EXERCISE BRIEF
Go through the entries below and return every line that contains "halo".

(Collected data entries)
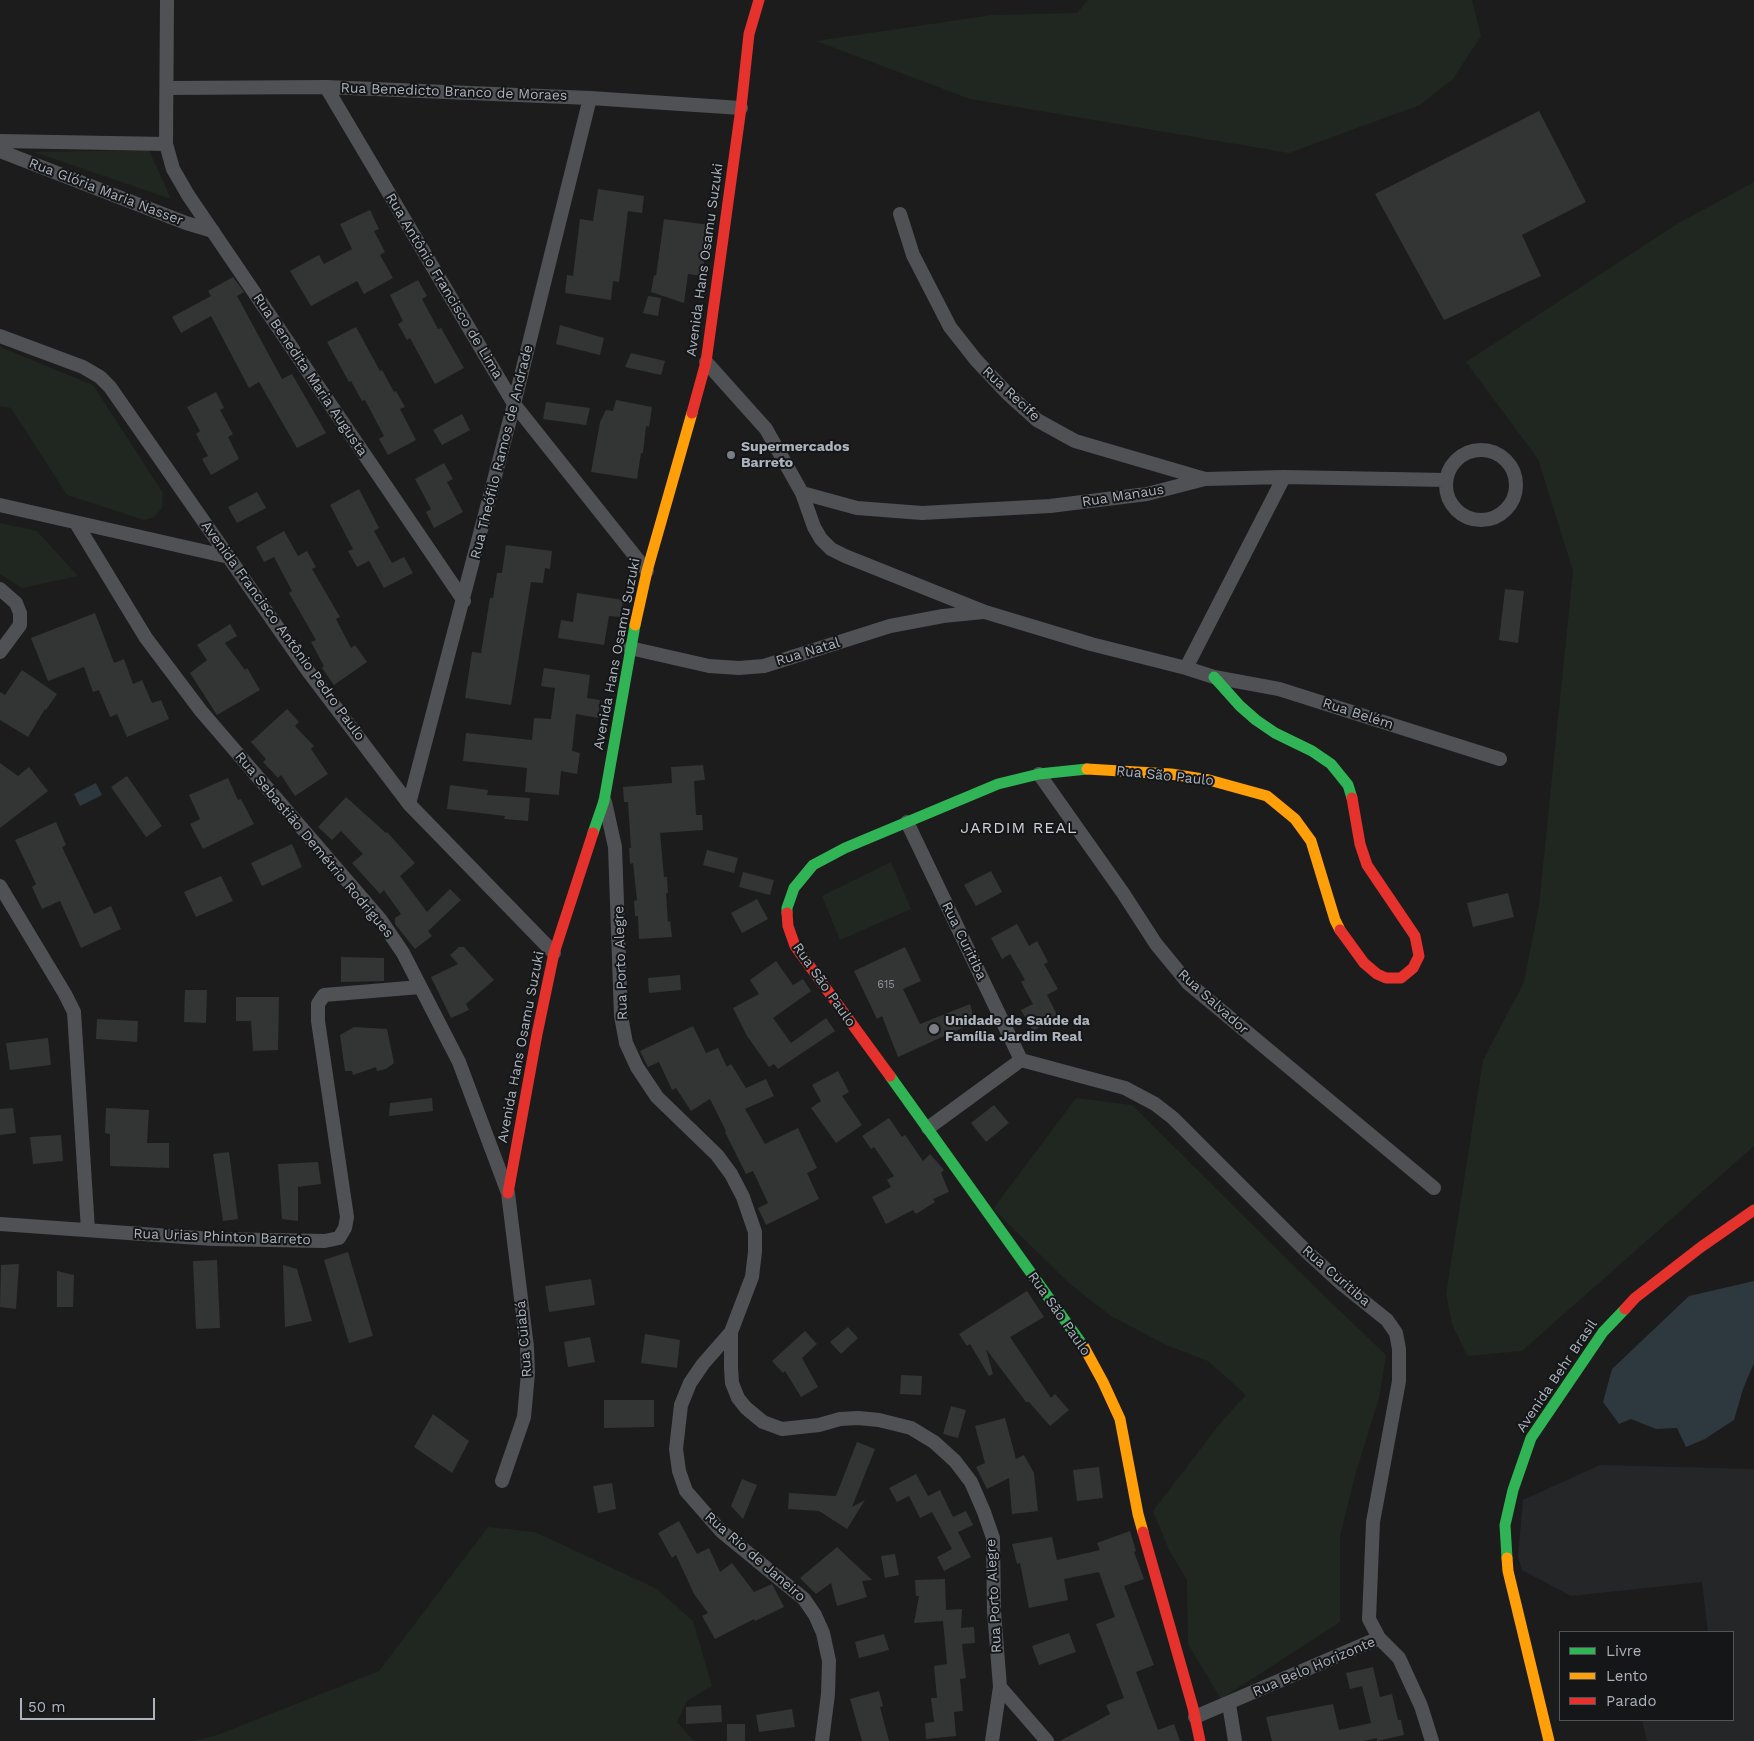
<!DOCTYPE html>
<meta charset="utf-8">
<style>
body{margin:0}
#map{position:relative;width:1754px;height:1741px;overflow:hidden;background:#1c1c1c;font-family:"Work Sans",sans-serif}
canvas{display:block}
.legend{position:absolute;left:1559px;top:1631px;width:175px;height:90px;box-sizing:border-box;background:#151618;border:1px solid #51555a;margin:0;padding:6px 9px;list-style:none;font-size:15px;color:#acb3bd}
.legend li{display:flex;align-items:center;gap:10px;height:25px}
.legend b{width:25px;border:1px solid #51555a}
.scale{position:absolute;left:20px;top:1698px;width:135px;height:22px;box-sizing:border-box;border:2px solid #acb3bd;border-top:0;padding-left:6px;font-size:15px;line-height:18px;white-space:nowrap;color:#acb3bd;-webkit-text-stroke:4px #151618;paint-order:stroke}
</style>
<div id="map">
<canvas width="1754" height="1741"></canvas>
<ul class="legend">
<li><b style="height:6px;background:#30b455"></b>Livre</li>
<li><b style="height:6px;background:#ff9f0a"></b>Lento</li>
<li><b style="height:6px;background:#e5322d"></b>Parado</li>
</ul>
<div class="scale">50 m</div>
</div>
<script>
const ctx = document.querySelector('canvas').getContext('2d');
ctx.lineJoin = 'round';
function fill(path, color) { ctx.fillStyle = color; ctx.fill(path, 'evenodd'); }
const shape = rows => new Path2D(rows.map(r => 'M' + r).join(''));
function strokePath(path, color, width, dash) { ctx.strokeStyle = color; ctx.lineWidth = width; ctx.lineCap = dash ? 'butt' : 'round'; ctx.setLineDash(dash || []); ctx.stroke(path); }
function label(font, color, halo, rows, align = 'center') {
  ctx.font = font + ' "Work Sans",sans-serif'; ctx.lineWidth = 4; ctx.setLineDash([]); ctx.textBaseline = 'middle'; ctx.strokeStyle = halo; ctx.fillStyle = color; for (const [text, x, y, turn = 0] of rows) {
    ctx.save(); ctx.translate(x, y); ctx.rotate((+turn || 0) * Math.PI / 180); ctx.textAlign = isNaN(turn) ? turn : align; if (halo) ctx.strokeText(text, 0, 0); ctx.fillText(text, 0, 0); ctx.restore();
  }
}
fill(shape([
 [1600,1465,1754,1469,1754,1741,1647,1741,1642,1720,1733,1720,1733,1632,1708,1632,1702,1582,1571,1596,1522,1570,1518,1557,1523,1500]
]), '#252628');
fill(shape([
 [1088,0,1472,0,1481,36,1453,79,1420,105,1289,153,970,99,816,41,992,15,1077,13],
 [149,150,171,199,34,152],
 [1754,182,1754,1146,1522,1351,1467,1356,1452,1324,1446,1294,1483,1060,1524,982,1539,905,1573,571,1538,459,1466,362,1677,224],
 [0,347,93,385,163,493,162,508,154,517,144,520,67,495,11,408,0,406],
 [0,523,37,531,78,576,22,588,0,574],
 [891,862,911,909,840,940,822,896],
 [1076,1098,1132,1105,1314,1286,1386,1355,1379,1398,1356,1472,1340,1536,1340,1622,1221,1699,1188,1644,1187,1580,1169,1550,1153,1511,1222,1421,1246,1395,1208,1361,1166,1345,1111,1316,1070,1284,993,1209],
 [488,1527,535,1532,657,1589,693,1621,712,1686,687,1701,677,1722,694,1741,192,1741,215,1736,379,1671]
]), '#1f2720');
fill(shape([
 [96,783,102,795,80,806,74,794],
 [1754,1281,1754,1363,1743,1389,1734,1420,1705,1439,1686,1447,1677,1428,1656,1429,1631,1419,1619,1424,1603,1402,1612,1369,1689,1296]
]), '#2d383f');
fill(shape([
 [1539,111,1586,202,1522,235,1541,276,1444,320,1375,194],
 [598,189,644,196,642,213,628,211,619,282,613,281,611,300,565,293,567,275,573,276,580,219,593,221],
 [370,210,379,229,374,231,385,252,380,255,393,278,364,294,357,281,311,306,290,271,319,255,324,264,352,249,340,224],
 [664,219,710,225,702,276,688,274,684,303,651,292,654,275,656,276],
 [233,277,244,292,237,296,282,379,292,374,326,433,297,448,259,382,249,388,211,316,181,333,172,317,211,296,208,291],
 [418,280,427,296,422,299,438,329,441,328,464,368,435,384,410,338,407,340,398,324,403,321,390,295],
 [648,296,661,298,658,316,643,313],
 [560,325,604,338,600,355,556,344],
 [356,327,380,371,382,370,394,392,396,391,405,407,400,409,416,440,388,455,379,439,384,436,365,400,362,401,351,381,349,382,327,342],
 [631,353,665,361,661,375,625,367],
 [216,392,224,408,220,410,233,434,228,437,239,459,211,475,202,459,208,456,196,434,200,431,187,407],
 [616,400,652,407,649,427,646,426,643,453,641,453,637,479,591,472,600,422,606,410,613,411],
 [546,402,590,408,586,425,543,419],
 [462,414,470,430,442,445,433,430],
 [444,463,453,479,447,482,463,512,434,528,426,512,431,509,415,479],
 [359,489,379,528,374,531,392,563,404,557,413,573,384,588,369,561,357,567,348,551,353,549,330,505],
 [257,492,266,508,237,523,228,507],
 [284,531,298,556,307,551,316,567,312,569,340,617,336,619,351,648,355,645,367,662,334,685,322,668,324,666,311,642,316,640,289,593,292,591,274,557,264,562,256,547],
 [506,545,552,551,550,569,545,568,543,583,531,582,511,705,465,698,472,652,481,653,490,598,493,598,497,573,502,573],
 [1505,589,1524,591,1518,643,1499,640],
 [577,593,623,600,621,617,609,616,604,645,558,638,561,620,573,622],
 [95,613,114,663,124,659,133,684,142,680,152,703,161,700,169,719,127,737,117,714,110,717,99,690,93,692,84,667,48,681,31,638],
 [230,624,237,636,225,643,245,670,247,668,260,690,217,715,190,673,207,660,197,645],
 [544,668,590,675,587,698,600,700,598,718,576,714,572,751,580,753,577,774,561,771,559,795,525,792,527,768,463,761,466,733,532,740,534,718,551,719,555,688,541,686],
 [22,670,57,694,46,710,45,709,28,737,0,720,0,692,5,695],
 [287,709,299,722,295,726,314,746,311,749,328,774,295,796,281,775,278,778,263,762,266,759,251,742],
 [0,763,18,776,29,767,48,791,0,828],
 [703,765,705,780,694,781,696,815,702,815,703,830,660,833,664,877,667,877,668,893,666,893,668,922,670,921,672,937,639,939,638,916,635,916,634,901,637,900,633,863,630,864,629,848,631,848,628,802,624,802,623,787,672,783,671,767],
 [127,776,162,826,146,837,111,787],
 [228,778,238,800,241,799,254,824,203,849,190,824,200,819,189,795],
 [450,785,488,790,487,795,530,798,528,821,504,819,505,816,447,809],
 [346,797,386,833,387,832,415,863,400,876,427,912,450,889,461,900,428,931,432,936,415,949,395,924,395,918,401,914,384,890,380,894,352,863,363,854,341,831,332,840,318,827],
 [56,822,66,845,62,847,94,914,111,906,121,929,81,948,60,901,42,909,32,887,36,884,15,840],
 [292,844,302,867,262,886,251,863],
 [707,850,738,858,734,873,703,865],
 [991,871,1002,892,976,906,964,885],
 [743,872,774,880,770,895,739,887],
 [221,876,233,901,196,917,184,892],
 [1508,893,1514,917,1473,927,1467,903],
 [757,899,768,919,742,933,731,913],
 [1017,924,1029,946,1037,941,1048,962,1044,964,1058,989,1047,995,1058,1017,1033,1031,1021,1010,1033,1004,1021,982,1025,980,1010,954,1002,959,991,938],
 [459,947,464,947,494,980,466,1004,469,1010,451,1018,431,977,458,964,450,955],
 [905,947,921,981,903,989,920,1024,970,1004,975,1022,898,1057,882,1016,877,1019,854,971],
 [341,957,384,958,384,981,341,982],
 [776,961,793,985,803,979,811,991,773,1018,791,1043,826,1018,835,1031,778,1069,774,1064,769,1067,747,1036,733,1008,759,994,750,980],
 [680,975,681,990,649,993,648,978],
 [185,990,207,990,206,1023,184,1022],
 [236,997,279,997,278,1050,253,1051,251,1021,236,1021],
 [97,1019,138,1021,137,1042,96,1039],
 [693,1026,706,1053,718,1048,727,1067,731,1064,746,1088,766,1079,774,1096,745,1109,765,1144,798,1128,817,1168,807,1173,819,1199,766,1225,758,1208,768,1203,753,1171,746,1174,725,1132,726,1131,710,1099,691,1111,676,1088,672,1090,659,1062,648,1067,640,1051],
 [354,1027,387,1029,394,1063,386,1069,377,1071,376,1067,353,1075,352,1071,345,1071,340,1035],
 [48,1038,51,1065,10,1070,6,1043],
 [838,1071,849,1092,842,1096,862,1125,836,1143,811,1108,821,1101,812,1085],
 [432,1098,433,1111,389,1116,390,1103],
 [994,1105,1009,1123,986,1142,971,1123],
 [13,1108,16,1133,0,1135,0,1109],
 [106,1108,149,1110,147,1143,169,1143,169,1168,110,1166,110,1134,105,1133],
 [889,1118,902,1137,905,1135,923,1161,930,1154,944,1170,941,1173,949,1192,933,1199,935,1202,916,1214,913,1210,886,1224,872,1197,891,1187,887,1180,894,1176,874,1147,871,1149,862,1136],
 [61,1135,63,1161,33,1164,30,1137],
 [229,1152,238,1219,223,1221,213,1154],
 [318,1162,321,1184,298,1187,298,1221,282,1219,278,1164],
 [348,1252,373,1336,349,1343,324,1260],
 [217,1260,220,1328,196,1329,193,1261],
 [19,1264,16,1309,0,1307,1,1265],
 [283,1265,297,1269,312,1321,285,1327],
 [57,1271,74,1275,73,1307,57,1307],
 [591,1279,595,1305,549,1312,545,1286],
 [1027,1291,1044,1317,1010,1337,1051,1398,1055,1394,1069,1410,1050,1426,1029,1402,1026,1402,986,1349,993,1374,989,1376,970,1344,967,1346,959,1334],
 [848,1327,858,1338,841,1354,830,1342],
 [805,1331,817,1344,802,1358,818,1387,801,1397,785,1371,783,1373,772,1361],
 [645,1334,680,1340,677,1368,641,1363],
 [590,1337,595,1362,568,1367,564,1342],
 [901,1375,922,1376,921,1395,900,1394],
 [604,1400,654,1400,654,1427,604,1428],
 [951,1406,966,1410,958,1438,943,1434],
 [433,1414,469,1441,452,1473,414,1447],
 [1005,1418,1016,1459,1024,1455,1034,1473,1038,1511,1012,1514,1009,1478,987,1489,976,1467,985,1463,975,1426],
 [857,1442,875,1449,852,1507,865,1500,847,1529,819,1511,788,1509,789,1493,836,1496],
 [1099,1467,1103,1498,1077,1501,1073,1470],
 [916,1474,928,1496,940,1490,953,1517,966,1511,973,1525,958,1532,971,1557,944,1571,937,1557,952,1549,932,1512,920,1518,909,1496,897,1502,889,1488],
 [742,1479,757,1485,743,1519,731,1506],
 [612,1483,616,1509,598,1513,593,1486],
 [679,1521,697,1554,709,1548,720,1572,732,1563,754,1592,772,1584,784,1607,755,1621,754,1619,715,1639,702,1616,708,1613,694,1594,676,1555,672,1558,658,1533],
 [1130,1531,1136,1551,1134,1552,1144,1579,1124,1586,1154,1665,1136,1672,1158,1730,1174,1724,1180,1741,1060,1741,1110,1714,1106,1705,1124,1698,1096,1624,1115,1617,1099,1572,1064,1579,1068,1600,1029,1608,1020,1563,1017,1564,1012,1544,1052,1537,1057,1560,1100,1550,1097,1543],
 [837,1547,872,1580,862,1581,867,1597,837,1606,831,1583,816,1594,800,1578],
 [895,1554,899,1575,885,1578,881,1556],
 [945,1579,946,1610,962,1609,961,1628,974,1627,975,1643,962,1644,966,1678,960,1679,963,1711,954,1712,956,1736,926,1739,925,1723,934,1722,931,1698,937,1698,934,1666,947,1664,943,1621,914,1623,919,1596,916,1596,915,1580],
 [1069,1633,1076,1652,1039,1665,1032,1646],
 [884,1634,889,1650,859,1658,855,1642],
 [1373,1667,1380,1697,1392,1694,1398,1720,1401,1720,1404,1735,1377,1741,1377,1738,1364,1741,1272,1741,1266,1717,1333,1704,1339,1730,1371,1723,1362,1686,1350,1689,1346,1673],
 [879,1691,883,1706,880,1707,889,1741,862,1741,850,1699],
 [721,1705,722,1722,686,1724,686,1707],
 [792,1709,795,1727,759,1732,756,1715],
 [727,1724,745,1724,745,1741,727,1741]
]), '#333434');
strokePath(shape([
 [167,0,166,144,173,169,188,195,464,601],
 [326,87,514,404,647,571],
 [167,88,326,87,590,98,741,108],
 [0,141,166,144],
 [0,151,186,223,213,231],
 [900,214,913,255,950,327,976,360,1007,393,1037,420,1075,441,1205,479],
 [0,336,83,367,100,377,110,387,308,671,409,804,554,953],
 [706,362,766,429,802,493,814,527,821,539,831,549,845,556,985,612,1091,644,1186,668,1214,677,1279,689,1500,759],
 '1446 485a35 35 0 1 1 70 0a35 35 0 1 1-70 0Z',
 [802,493,857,508,922,513,1050,506,1147,494,1205,479,1284,477,1446,480],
 [0,505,229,557],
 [76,523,146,638,201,711,380,919,403,953,459,1062,508,1193,527,1347,528,1373,524,1417,502,1481],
 [0,589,16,603,20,613,20,625,0,652],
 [630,648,709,666,739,668,764,666,890,626,943,616,983,612],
 [1186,668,1284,477],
 [1039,774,1123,893,1156,944,1188,983,1434,1188],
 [605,802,615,847,621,1016,626,1043,637,1067,657,1097,717,1155,731,1174,743,1197,755,1232,755,1252,752,1277,731,1332,731,1368,732,1383,738,1398,746,1408,763,1422,782,1429,819,1425,840,1419,858,1418,879,1420,911,1428,934,1442,955,1461,971,1482,984,1512,993,1538,994,1611,1000,1687,1047,1741],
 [409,804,514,404,590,98],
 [907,822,1021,1060,1125,1088,1155,1104,1173,1118,1308,1253,1342,1284,1387,1320,1396,1333,1399,1349,1399,1381,1373,1522,1369,1619,1379,1638],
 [0,886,65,994,74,1012,88,1230],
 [928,1128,1021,1060],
 [0,1224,213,1239,325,1241,339,1238,345,1228,347,1217,318,1021,318,1004,324,995,420,987],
 [731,1332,703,1364,690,1383,681,1405,676,1449,679,1471,686,1491,721,1531,804,1599,815,1615,823,1633,829,1661,828,1694,822,1741],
 [1229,1704,1235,1741],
 [1195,1717,1379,1638,1399,1658,1421,1706,1432,1741],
 [992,1741,1000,1687]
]), '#505155', 14);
strokePath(shape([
 [1214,677,1240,706,1256,720,1275,733,1312,751,1331,764,1348,785,1352,798],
 [593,833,604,801,635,625],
 [787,913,787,908,794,888,813,865,845,848,998,784,1039,774,1087,769],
 [890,1076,1084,1347],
 [1507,1558,1505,1525,1513,1490,1531,1438,1603,1332,1625,1309]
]), '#30b455', 11);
strokePath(shape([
 [635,625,647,571,692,413],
 [1087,769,1171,774,1209,780,1267,796,1295,819,1311,841,1335,920,1340,930],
 [1084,1347,1103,1382,1120,1419,1138,1514,1143,1532],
 [1507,1558,1508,1571,1549,1741]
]), '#ff9f0a', 11);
strokePath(shape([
 [692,413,706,362,741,108,749,34,759,0],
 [787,913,788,926,795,946,890,1076],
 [1340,930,1364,963,1377,974,1386,978,1401,978,1413,968,1419,956,1415,936,1367,865,1360,844,1352,798],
 [508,1193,537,1034,554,953,593,833],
 [1625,1309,1635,1298,1701,1247,1754,1210],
 [1143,1532,1193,1708,1200,1741]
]), '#e5322d', 11);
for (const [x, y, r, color] of [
 [731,455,5,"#7a7e85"],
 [934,1029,6,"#7a7e85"]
]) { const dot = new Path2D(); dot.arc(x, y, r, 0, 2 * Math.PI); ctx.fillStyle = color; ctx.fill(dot); strokePath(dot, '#151618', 2); }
label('11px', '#8e939b', null, [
 ["615",886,985]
]);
label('14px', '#acb3bd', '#151618', [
 ["Rua Benedicto Branco de Moraes",454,92,2],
 ["Rua Glória Maria Nasser",106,192,21],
 ["Avenida Hans Osamu Suzuki",705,260,-82],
 ["Rua Antônio Francisco de Lima",444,286,59],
 ["Rua Benedita Maria Augusta",310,375,56],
 ["Rua Recife",1011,394,43],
 ["Rua Theófilo Ramos de Andrade",502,452,-76],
 ["Rua Manaus",1123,496,-9],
 ["Avenida Francisco Antônio Pedro Paulo",283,631,54],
 ["Rua Natal",808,652,-17],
 ["Avenida Hans Osamu Suzuki",617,654,-79],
 ["Rua Belém",1358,714,18],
 ["Rua São Paulo",1165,776,6],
 ["Rua Sebastião Demétrio Rodrigues",314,845,50],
 ["Rua Curitiba",964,941,64],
 ["Rua Porto Alegre",621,963,-92],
 ["Rua São Paulo",824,985,55],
 ["Rua Salvador",1213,1002,42],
 ["Avenida Hans Osamu Suzuki",521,1047,-79],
 ["Rua Urias Phinton Barreto",222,1237,2],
 ["Rua Curitiba",1336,1276,41],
 ["Rua São Paulo",1059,1314,55],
 ["Rua Cuiabá",524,1339,-95],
 ["Avenida Behr Brasil",1557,1376,-56],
 ["Rua Rio de Janeiro",755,1557,41],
 ["Rua Porto Alegre",994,1596,-93],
 ["Rua Belo Horizonte",1314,1667,-23]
]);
label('bold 14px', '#acb3bd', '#151618', [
 ["Supermercados",741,447],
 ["Barreto",741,463],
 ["Unidade de Saúde da",945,1021],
 ["Família Jardim Real",945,1037]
], 'left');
ctx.letterSpacing = '1px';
label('16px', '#ced1d9', '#151618', [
 ["JARDIM REAL",1019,828]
]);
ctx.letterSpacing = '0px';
</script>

RESPONSE
function label(font, color, halo, rows, align = 'center') {
  ctx.font = font + ' "Work Sans",sans-serif'; ctx.lineWidth = 4; ctx.setLineDash([]); ctx.textBaseline = 'middle'; ctx.strokeStyle = halo; ctx.fillStyle = color; for (const [text, x, y, turn = 0] of rows) {
    ctx.save(); ctx.translate(x, y); ctx.rotate((+turn || 0) * Math.PI / 180); ctx.textAlign = isNaN(turn) ? turn : align; if (halo) ctx.strokeText(text, 0, 0); ctx.fillText(text, 0, 0); ctx.restore();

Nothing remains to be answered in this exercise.